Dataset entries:
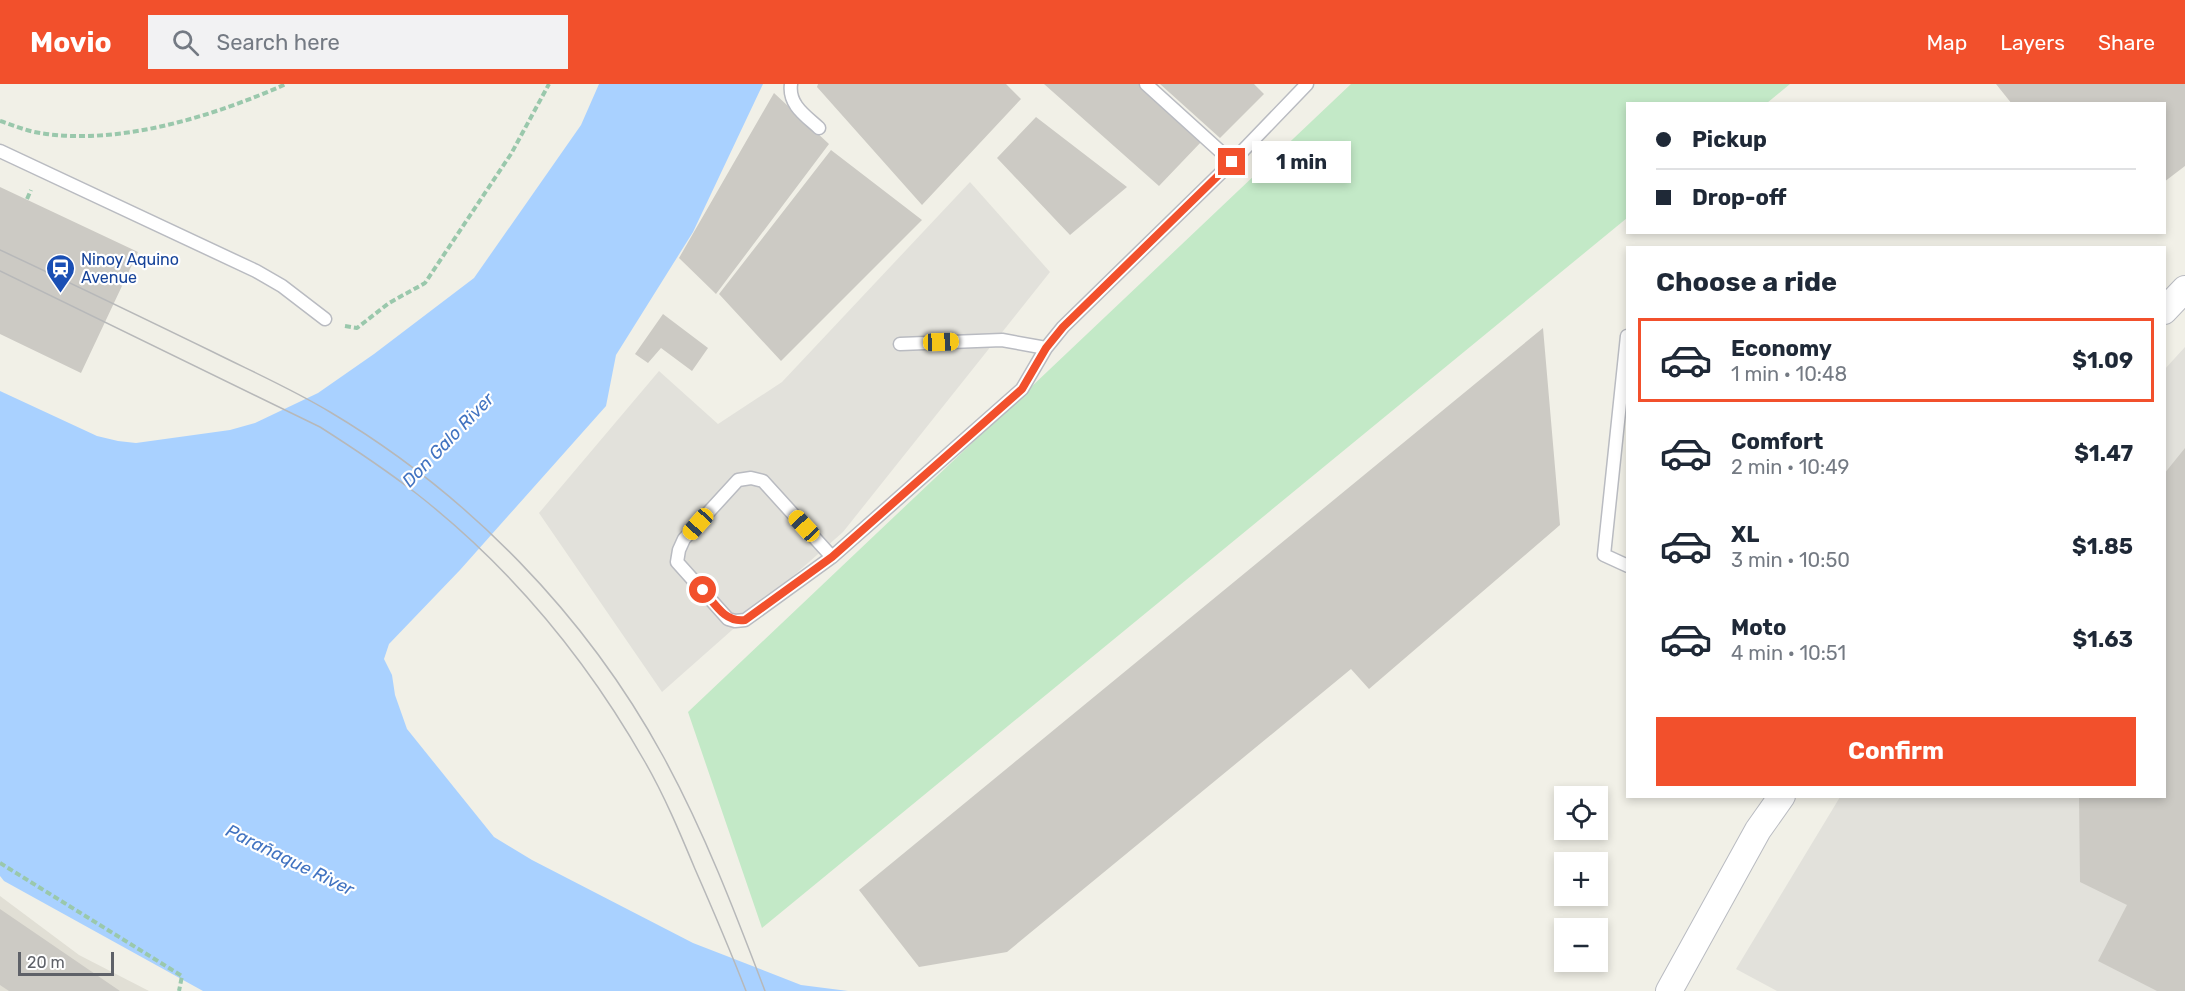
<!DOCTYPE html>
<meta charset="utf-8">
<style>
body{margin:0;font-family:Rubik,sans-serif;background:#f2f2f3;color:#1f2937;height:100vh;display:flex;flex-direction:column;font-size:22px;white-space:nowrap}
*{box-sizing:border-box;margin:0}
p{font-size:20px;color:#747a83}
.icon{flex:none;width:33px;height:33px;fill:none;stroke:currentColor;stroke-width:2;stroke-linecap:round;stroke-linejoin:round}
.map{position:relative;flex:1;overflow:hidden}
.sheet{position:absolute;left:1626px;top:162px;width:540px;height:552px;display:flex;flex-direction:column;background:#fff;border-radius:0px;box-shadow:0 3px 9px #0003}
.sheet>*{flex:none}
.guide{position:absolute;left:1626px;top:18px;width:540px;height:132px;border-radius:0px;box-shadow:0 3px 9px #0003;display:grid;align-content:center;height:132px;padding:0 30px;background:#fff}
.controls{position:absolute;left:1554px;top:702px;display:grid;gap:12px}
.controls a{display:grid;place-items:center;width:54px;height:54px;border-radius:0px;background:#fff;box-shadow:0 3px 9px #0003;font-size:30px}
.scale{position:absolute;left:18px;bottom:15px;width:96px;box-sizing:border-box;padding-left:6px;border:3px solid #5e6168;border-top:0;font-size:16px;line-height:21px;white-space:nowrap;color:#5e6168;-webkit-text-stroke:4px #fff;paint-order:stroke}
.end{position:absolute;width:27px;height:27px;margin:-14px;border:8px solid #f2502c;background:#fff;box-shadow:0 0 0 3px #fff}
.from{border-radius:50%}
.bubble{position:absolute;height:42px;border-radius:0px;background:#fff;box-shadow:0 3px 9px #0003;font-size:20px;font-weight:700;line-height:42px;text-align:center}
.car{position:absolute;width:18px;height:36px;margin:-18px -9px;border-radius:8px;box-shadow:0 0 4px 2px #0007;background:linear-gradient(#f5c518 24%,#345 0 40%,#f5c518 0 76%,#345 0 86%,#f5c518 0)}
.guide b{display:flex;align-items:center;gap:21px;height:57px;font-size:22px}
.guide b+b{border-top:2px solid #e0e1e3}
.guide i{width:15px;height:15px;background:#1f2937}
ul{padding:0;list-style:none}
li{display:flex;align-items:center;gap:18px;height:84px;margin:0 12px 9px;padding:0 18px;border:3px solid transparent;border-radius:0px}
li div{flex:1}
li b{display:block;font-size:22px}
li em{font-style:normal;font-weight:700}
li.on{border-color:#f2502c}
li>.icon{width:54px;height:54px;stroke-width:1.5}
h2{padding:0 30px;font-size:27px;line-height:72px}
.action{display:flex;gap:12px;margin-top:auto;padding:12px 30px}
.action a{flex:1;height:69px;border-radius:0px;background:#f2502c;color:#fff;font-size:24px;font-weight:700;line-height:69px;text-align:center}
header{display:flex;align-items:center;gap:36px;box-sizing:border-box;height:84px;padding:0 30px;background:#f2502c;color:#fff}
header strong{font-size:28px}
nav{display:flex;gap:33px;margin-inline-start:auto;font-size:21px}
.search{width:420px;height:54px;background:#f2f2f3;display:flex;align-items:center;gap:15px;box-sizing:border-box;padding:0 21px;border-radius:0px;color:#747a83;font-size:22px}
.map>svg:first-child{display:block}
</style>
<header>
<strong>Movio</strong>
<div class="search"><svg class="icon" aria-label="search" viewBox="0 0 24 24"><circle cx="10" cy="10" r="6"/><path d="M15 15l6 6"/></svg>Search here</div>
<nav><a>Map</a><a>Layers</a><a>Share</a></nav>
</header>
<div class="map">
<svg width="2185" height="907" viewBox="0 0 2185 907">
<rect width="100%" height="100%" fill="#f1f0e7"/>
<!-- industrial -->
<path fill="#e2e1db" d="M970,98L1050,188L843,448L662,608L539,429L659,287L718,340L782,298Z
M2185,263V907H1777L1736,885L1840,713L2164,712V286Z"/>
<!-- education -->
<path fill="#e1dfd5" d="M0,812L79,871L149,907H0Z"/>
<!-- green -->
<path fill="#c3e9c7" d="M1351,0H1790L1767,19L1628,20L1627,134L762,844L688,628Z"/>
<!-- water -->
<path fill="#a9d1ff" d="M599,0H763L693,148L616,271L606,322L460,486L389,560L384,575L392,591L395,611L407,645L494,753L532,776L693,859L801,901L848,907H203L4,797L0,792V307L97,352L118,357L136,359L230,346L255,339L318,309L374,270L474,194L581,41Z"/>
<!-- building -->
<path fill="#cccac4" d="M818,0H1006L1021,15L922,121L817,3Z
M1044,0H1139L1202,57L1159,102Z
M1160,0H1254L1264,10L1220,54Z
M1996,0H2185V82L2164,98V20H2012Z
M774,9L829,60L716,210L679,174Z
M1036,33L1127,103L1070,151L997,74Z
M831,66L922,136L781,277L719,210Z
M0,103L138,168L81,289L0,250Z
M663,230L708,264L692,287L661,264L648,279L635,270Z
M1543,244L1560,441L1369,605L1351,585L1007,868L919,883L859,806Z
M2185,364V907H2157L2098,877L2127,821L2080,798L2079,712H2164V390Z
M0,825L120,907H9L0,901Z"/>
<g fill="none" stroke-linecap="round" stroke-linejoin="round">
<defs>
<path id="lane" d="M791,0C788,21 806,32 819,44
M1146,0L1232,78
M0,67L256,187L282,202L325,235
M1627,252L1604,471L1628,482
M900,260L1002,256L1046,264
M832,473L763,397L751,394L738,396L684,455L679,466L677,478L728,535L735,537L745,536L832,473L1022,305L1046,264L1063,243L1232,78L1307,0"/>
<path id="street" d="M2164,227L2185,205
M1669,907L1758,746L1782,712"/>
</defs>
<!-- lane casing -->
<use href="#lane" stroke="#b9bbc1" stroke-width="15"/>
<!-- street casing -->
<use href="#street" stroke="#b9bbc1" stroke-width="28"/>
<!-- path -->
<path stroke="#9ac8ac" stroke-width="4" stroke-dasharray="6 3" stroke-linecap="butt" d="M0,37C13,41 26,47 40,49C119,62 214,32 286,0
M27,115L31,106
M345,242L357,244L389,219L425,199L511,70L549,0
M0,779L182,892L179,907"/>
<!-- lane -->
<use href="#lane" stroke="#fff" stroke-width="12"/>
<!-- street -->
<use href="#street" stroke="#fff" stroke-width="26"/>
<!-- tram -->
<path stroke="#b7b8b9" stroke-width="1.5" d="M0,166C71,199 141,233 211,267C251,287 292,305 330,328C468,410 586,531 663,672C704,747 735,828 765,907
M0,187L320,343C353,364 386,386 417,410C510,483 587,576 645,678C665,713 680,749 695,785C713,826 730,866 746,907"/>
</g>
<g fill="none" stroke-linecap="round" stroke-linejoin="round">
<!-- route -->
<path stroke="#f2502c" stroke-width="8" d="M703,506C715,520 725,539 745,536L832,473L1022,305L1046,264L1063,243L1232,78"/>
</g>
<!-- icons -->
<defs>
<symbol id="station-pin" viewBox="-11 -11 22 30"><path d="M0 17L-7.5 6A9.5 9.5 0 1 1 7.5 6Z" fill="#1a4fb4" stroke="#fff"/><path d="M-3-6H3Q5-6 5-4V2Q5 4 3 4L4.5 6H3L1.5 4h-3L-3 6H-4.5L-3 4Q-5 4-5 2V-4Q-5-6-3-6ZM-3.5-4v3h7v-3ZM-3.5 1v1.5H-2V1ZM2 1v1.5H3.5V1Z" fill="#fff"/></symbol>
</defs>
<g fill-rule="evenodd">
<use href="#station-pin" x="44" y="168" width="33" height="45"/>
</g>
<g text-anchor="middle" dominant-baseline="central" stroke-width="4.5" stroke-linejoin="round" paint-order="stroke">
<!-- transit labels -->
<g font-size="16" fill="#164399" stroke="#fff" text-anchor="start">
<text x="81" y="175">Ninoy Aquino<tspan x="81" dy="18">Avenue</tspan></text>
</g>
<!-- water labels -->
<g font-size="18" font-style="italic" fill="#4173c1" stroke="#fff">
<text transform="translate(448 356) rotate(-46)">Don Galo River</text>
<text transform="translate(290 776) rotate(26)">Parañaque River</text>
</g>
</g>
</svg>
<div class="controls">
<a><svg class="icon" aria-label="locate" viewBox="0 0 24 24"><circle cx="12" cy="12" r="6"/><path d="M12 2v4M12 18v4M2 12h4M18 12h4"/></svg></a>
<a>+</a>
<a>−</a>
</div>
<div class="scale">20 m</div>
<i class="end from" style="left:703px;top:506px"></i>
<i class="end" style="left:1232px;top:78px"></i>
<div class="bubble" style="left:1252px;top:57px;width:99px">1 min</div>
<i class="car" style="left:941px;top:258px;rotate:88deg"></i>
<i class="car" style="left:698px;top:440px;rotate:222deg"></i>
<i class="car" style="left:804px;top:442px;rotate:317deg"></i>
<div class="guide">
<b><i class="from"></i>Pickup</b>
<b><i></i>Drop-off</b>
</div>
<section class="sheet">
<h2>Choose a ride</h2>
<ul>
<li class="on"><svg class="icon" aria-label="car" viewBox="0 0 24 24"><path d="M5 17H2v-5l4-1 3-4h7l3 4 3 1v5h-3M9 17h6M6 11h13"/><circle cx="7" cy="17" r="2"/><circle cx="17" cy="17" r="2"/></svg><div><b>Economy</b><p>1 min · 10:48</p></div><em>$1.09</em></li>
<li><svg class="icon" aria-label="car" viewBox="0 0 24 24"><path d="M5 17H2v-5l4-1 3-4h7l3 4 3 1v5h-3M9 17h6M6 11h13"/><circle cx="7" cy="17" r="2"/><circle cx="17" cy="17" r="2"/></svg><div><b>Comfort</b><p>2 min · 10:49</p></div><em>$1.47</em></li>
<li><svg class="icon" aria-label="car" viewBox="0 0 24 24"><path d="M5 17H2v-5l4-1 3-4h7l3 4 3 1v5h-3M9 17h6M6 11h13"/><circle cx="7" cy="17" r="2"/><circle cx="17" cy="17" r="2"/></svg><div><b>XL</b><p>3 min · 10:50</p></div><em>$1.85</em></li>
<li><svg class="icon" aria-label="car" viewBox="0 0 24 24"><path d="M5 17H2v-5l4-1 3-4h7l3 4 3 1v5h-3M9 17h6M6 11h13"/><circle cx="7" cy="17" r="2"/><circle cx="17" cy="17" r="2"/></svg><div><b>Moto</b><p>4 min · 10:51</p></div><em>$1.63</em></li>
</ul>
<div class="action"><a>Confirm</a></div>
</section>
</div>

What is required = Show all lines above holding "guide".

Output for this task =
.guide{position:absolute;left:1626px;top:18px;width:540px;height:132px;border-radius:0px;box-shadow:0 3px 9px #0003;display:grid;align-content:center;height:132px;padding:0 30px;background:#fff}
.guide b{display:flex;align-items:center;gap:21px;height:57px;font-size:22px}
.guide b+b{border-top:2px solid #e0e1e3}
.guide i{width:15px;height:15px;background:#1f2937}
<div class="guide">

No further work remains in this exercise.